Michael Mæng is senior consultant at the Department of Cardiology, Aarhus University Hospital, and associate professor at Aarhus University since 2016.

Christian Lodberg Hvas

Christian Lodberg Hvas: “The intestinal microbiota is pivotal for human health. While microbiota may be disrupted by antibiotics or intestinal disease, it may be restored by faecal microbiota transplantation, called FMT. In severe diarrhea caused by the bacteria C. difficile, FMT may cure up to 90% of the patients. Some vitamins or minerals may also improve the microbiota. I wish to explore how FMT and specific vitamins or minerals exert their positive effects on the microbiota. This is done by scientific studies and by clinical trials. For FMT to become available to all patients in need, the basis for a suitable legislation is needed. I wish to contribute to that during European research collaborations. The vision in the project is to save lives and improve nutrition through modulation of the intestinal microbiota, for the direct benefit of patients with intestinal diseases.”
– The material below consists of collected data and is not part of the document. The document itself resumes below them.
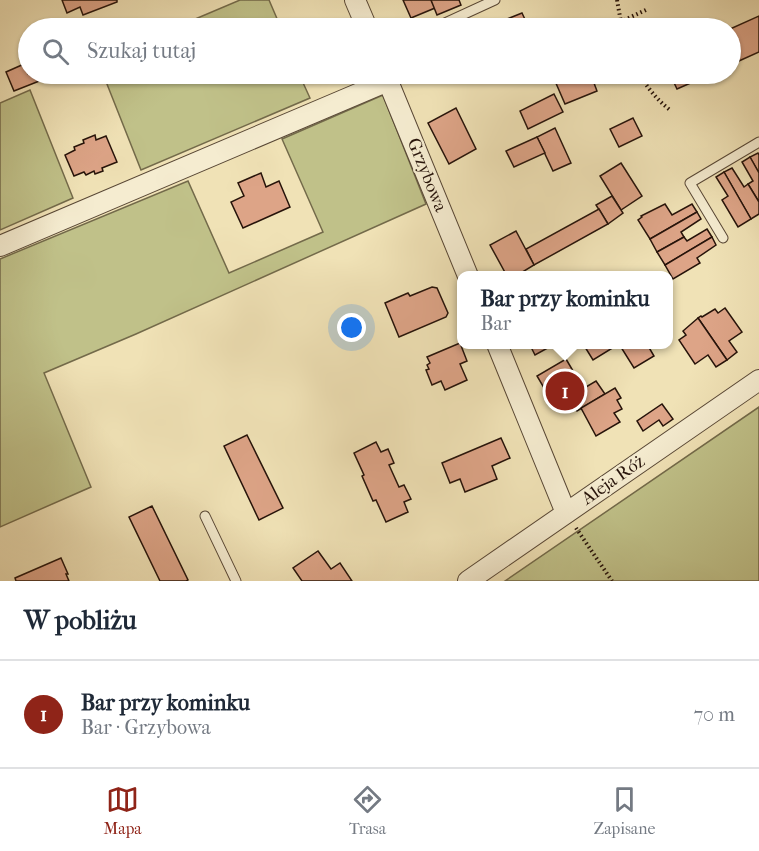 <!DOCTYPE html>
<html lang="pl">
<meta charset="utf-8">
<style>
:root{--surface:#fff;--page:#f6f6f7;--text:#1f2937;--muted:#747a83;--line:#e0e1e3;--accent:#8f2418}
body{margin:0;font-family:"IM FELL French Canon",serif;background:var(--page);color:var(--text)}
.you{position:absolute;left:352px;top:328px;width:21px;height:21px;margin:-15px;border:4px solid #fff;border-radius:50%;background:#1a73e8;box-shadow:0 0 0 9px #1a73e833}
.badge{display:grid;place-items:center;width:39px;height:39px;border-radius:50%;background:var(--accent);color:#fff;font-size:20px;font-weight:700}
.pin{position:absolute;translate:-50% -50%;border:3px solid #fff;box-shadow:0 2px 6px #0006}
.popup{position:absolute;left:457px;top:271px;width:216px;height:78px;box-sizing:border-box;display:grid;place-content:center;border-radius:12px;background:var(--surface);filter:drop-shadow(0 2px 4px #0005);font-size:20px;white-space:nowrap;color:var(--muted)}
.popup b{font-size:22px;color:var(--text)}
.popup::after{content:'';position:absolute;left:50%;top:100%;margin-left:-12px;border:12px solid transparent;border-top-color:var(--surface)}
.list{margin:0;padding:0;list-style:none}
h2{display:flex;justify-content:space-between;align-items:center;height:78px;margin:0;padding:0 24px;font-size:26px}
h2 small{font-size:20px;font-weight:400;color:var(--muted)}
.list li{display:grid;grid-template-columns:39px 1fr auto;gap:18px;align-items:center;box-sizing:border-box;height:108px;padding:0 24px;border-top:2px solid var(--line)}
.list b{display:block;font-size:22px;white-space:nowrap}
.list p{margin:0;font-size:20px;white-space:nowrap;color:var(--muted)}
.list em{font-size:20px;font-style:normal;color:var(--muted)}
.icon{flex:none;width:33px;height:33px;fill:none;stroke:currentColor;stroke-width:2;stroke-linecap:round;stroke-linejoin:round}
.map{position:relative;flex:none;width:759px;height:581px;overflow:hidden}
.search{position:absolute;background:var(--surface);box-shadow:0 2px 4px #0004;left:18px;right:18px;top:18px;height:66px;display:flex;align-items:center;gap:15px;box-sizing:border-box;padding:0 21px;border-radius:33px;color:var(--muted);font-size:22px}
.sheet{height:186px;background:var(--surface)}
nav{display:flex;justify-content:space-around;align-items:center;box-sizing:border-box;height:84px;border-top:2px solid var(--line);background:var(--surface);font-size:16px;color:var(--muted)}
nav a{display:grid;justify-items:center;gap:3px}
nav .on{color:var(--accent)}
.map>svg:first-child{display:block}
.green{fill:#c0c189;stroke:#736a4a;stroke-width:1.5}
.building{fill:#dda487;stroke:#26130a;stroke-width:1.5}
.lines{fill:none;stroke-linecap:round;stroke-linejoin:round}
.service-casing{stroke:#584735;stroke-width:11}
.minor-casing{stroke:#584735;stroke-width:22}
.path{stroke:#26130a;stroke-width:4;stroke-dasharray:1.5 3;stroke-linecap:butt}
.service{stroke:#f5ecd0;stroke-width:9}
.minor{stroke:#f5ecd0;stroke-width:20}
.labels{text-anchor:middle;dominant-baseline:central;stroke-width:4.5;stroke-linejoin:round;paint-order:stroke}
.street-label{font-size:18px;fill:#26130a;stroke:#f5ecd0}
</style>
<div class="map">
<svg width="759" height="581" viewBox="0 0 759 581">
<rect width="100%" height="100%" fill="#f0e2b6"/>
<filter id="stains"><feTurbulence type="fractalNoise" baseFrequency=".00333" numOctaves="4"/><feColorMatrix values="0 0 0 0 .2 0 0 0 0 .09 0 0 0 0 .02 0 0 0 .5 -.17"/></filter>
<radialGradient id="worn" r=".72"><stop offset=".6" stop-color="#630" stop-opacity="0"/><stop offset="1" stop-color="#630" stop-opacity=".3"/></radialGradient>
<g class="green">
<path d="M240,0H269L281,28H174Z"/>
<path d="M103,74H299L310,98L141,170Z"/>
<path d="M30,90L73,198L0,230V103Z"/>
<path d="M383,95L426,204L136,334L44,373L91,487L0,527V259L188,181L229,273L323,232L282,139Z"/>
<path d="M759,407V581H505Z"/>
</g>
<g class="building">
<path d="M62,0H117V2L83,15L80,7L67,13Z"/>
<path d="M403,0H431L435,8L411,18Z"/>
<path d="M431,0H459L461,5L437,15Z"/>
<path d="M522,13L529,28H511L507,19Z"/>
<path d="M759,16V52L730,65V29Z"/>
<path d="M24,64L26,68L28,67V74H57L14,91L6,72Z"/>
<path d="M309,74H336L313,83Z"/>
<path d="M552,74H570L573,79L587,74H598L600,79L594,83L597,91L565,104Z"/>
<path d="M670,74H711L677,89Z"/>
<path d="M554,94L563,112L528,129L520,111Z"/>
<path d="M456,108L476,149L449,164L428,123Z"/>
<path d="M633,118L642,136L619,147L610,129Z"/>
<path d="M555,128L571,163L553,171L537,137Z"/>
<path d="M95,135L96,140L106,136L117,162L102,168L103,171L95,174L94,171L86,175L84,172L74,176L65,155L75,150L74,147L84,143L83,140Z"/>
<path d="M537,137L545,153L514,167L506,151Z"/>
<path d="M758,153L759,155V173L750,157Z"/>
<path d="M750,157L759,173V202L748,184L753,181L742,162Z"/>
<path d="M621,163L642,196L621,210L600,176Z"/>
<path d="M732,168L744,187L748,184L759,202V214L751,219L724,172Z"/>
<path d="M724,172L751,219L738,227L722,200L728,196L716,177Z"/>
<path d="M261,173L266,187L279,181L290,207L243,228L231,202L244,196L238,183Z"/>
<path d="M612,196L623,213L608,224L596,205Z"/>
<path d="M665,204L672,215L692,204L697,212L650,239L638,220L642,217L641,216Z"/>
<path d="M599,209L608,224L534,265L526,249Z"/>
<path d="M697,212L701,219L681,232L684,237L657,252L650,239Z"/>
<path d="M707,229L712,237L665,265L657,252L684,237L687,241Z"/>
<path d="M516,231L534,265L516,276H507L490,245Z"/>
<path d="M712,237L716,245L697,258L700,263L673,279L665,265Z"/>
<path d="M432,287L437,288L448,313L446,317L399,337L385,303L408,293L410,296Z"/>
<path d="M725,308L742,332L729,341L737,352L727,360L698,318L701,316L702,317L715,309L718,313Z"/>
<path d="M698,318L727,360L716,367L708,355L695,364L679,340L686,335L683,331Z"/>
<path d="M460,343L467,361L460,364L467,380L445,390L441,381L432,385L426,370L429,369L427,365L430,363L427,357Z"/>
<path d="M535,344H568L569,345L557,351L553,345L535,355L531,347Z"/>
<path d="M588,344H619L593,360L585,347Z"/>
<path d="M619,344H647L654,356L634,368Z"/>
<path d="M566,359L576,376L547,393L537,376Z"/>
<path d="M576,376L583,389L568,399L570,402L561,408L559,404L555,406L547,393Z"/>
<path d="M596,381L605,394L577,411L569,397Z"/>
<path d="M615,388L621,398L617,400L622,409L614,413L620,422L596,436L581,408Z"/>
<path d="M662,404L673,419L663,426L659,420L643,431L637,421Z"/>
<path d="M247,435L283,508L259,520L224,446Z"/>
<path d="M501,438L510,458L492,466L497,479L465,492L460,479L450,483L442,463Z"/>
<path d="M376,442L381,452L388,449L394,463L389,465L399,487L404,485L411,499L404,502L408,512L386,522L376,500L373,501L362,476L364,475L354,453Z"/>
<path d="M152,506L188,580L186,581H160L129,517Z"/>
<path d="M318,551L331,569L340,563L352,581H302L293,568Z"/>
<path d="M61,558L68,574H66L69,581H16L15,578Z"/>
</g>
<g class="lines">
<defs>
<g id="service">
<path d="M434,28L495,0"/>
<path d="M723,238L690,183L759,142"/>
<path d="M205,516L236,581"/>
</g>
<g id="minor">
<path d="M355,0L367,28"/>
<path d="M385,74L468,276"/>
<path d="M0,246L388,81"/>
<path d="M497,344L566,513"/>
<path d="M468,581L759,380"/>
</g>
</defs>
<use href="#service" class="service-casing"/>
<use href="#minor" class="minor-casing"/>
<g class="path">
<path d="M617,0L622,28"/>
<path d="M620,22L648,9"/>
<path d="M639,74C647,87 657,100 670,110"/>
<path d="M576,528L612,581"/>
</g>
<use href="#service" class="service"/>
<use href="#minor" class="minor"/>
</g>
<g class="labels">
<g class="street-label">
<text transform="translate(427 175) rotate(68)">Grzybowa</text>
<text transform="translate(613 480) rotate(-35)">Aleja Róż</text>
</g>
</g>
<rect width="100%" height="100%" filter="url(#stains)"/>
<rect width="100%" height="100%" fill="url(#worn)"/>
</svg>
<div class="you"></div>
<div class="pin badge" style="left:565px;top:391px">1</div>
<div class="popup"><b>Bar przy kominku</b>Bar</div>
<div class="search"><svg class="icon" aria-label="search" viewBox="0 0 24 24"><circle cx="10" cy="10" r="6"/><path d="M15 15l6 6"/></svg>Szukaj tutaj</div>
</div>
<section class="sheet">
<h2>W pobliżu<small></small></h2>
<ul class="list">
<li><span class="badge">1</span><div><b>Bar przy kominku</b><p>Bar · Grzybowa</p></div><em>70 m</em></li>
</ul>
</section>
<nav>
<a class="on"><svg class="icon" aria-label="map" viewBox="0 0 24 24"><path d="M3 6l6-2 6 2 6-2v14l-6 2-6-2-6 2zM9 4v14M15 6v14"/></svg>Mapa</a>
<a><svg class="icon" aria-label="directions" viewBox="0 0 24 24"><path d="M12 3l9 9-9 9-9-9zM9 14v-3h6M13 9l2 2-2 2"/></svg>Trasa</a>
<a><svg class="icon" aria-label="saved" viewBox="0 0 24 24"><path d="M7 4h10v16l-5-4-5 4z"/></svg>Zapisane</a>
</nav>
Christian Lodberg Hvas is consultant gastroenterologist at Department of Hepatology and Gastroenterology, Aarhus University Hospital, and associate professor at Department of Clinical Medicine, Aarhus University, since 2016.

Photo: Poul Ib Henriksen

Jesper B. Andersen

Jesper B. Andersen says: “In Europe, the bile duct cancer incidence has increased 236% since 1980, with regional difference rising 7-fold over the past decade. Whereas cancer mortality has declined and therapy in other cancers improved, surgical resection still remains the only curative option for this patient group. The disease is often sporadic with unknown etiology, and patients are diagnosed at late-stage with locally advanced or metastatic disease, and a 5-year prognosis below 10%. In my research program, I will determine the viral exposures in a patient’s life and use these unique molecular footprints as guides to define the trigger of chronic inflammation and cancer. B cells are our humoral guardians responding to infections by producing antibodies. Yet, their pathobiological role and molecular states in contact with tumor cells are unknown. Thus, determining novel B cell tumor evasion mechanisms in bile duct cancer will allow us to start to develop specific B cell targets.”

Jesper B. Andersen is Danish, but has had his early career in the US, where he did his PhD and postdoc. In 2014 he was recruited as an associate professor to University of Copenhagen, and he was tenured in 2020.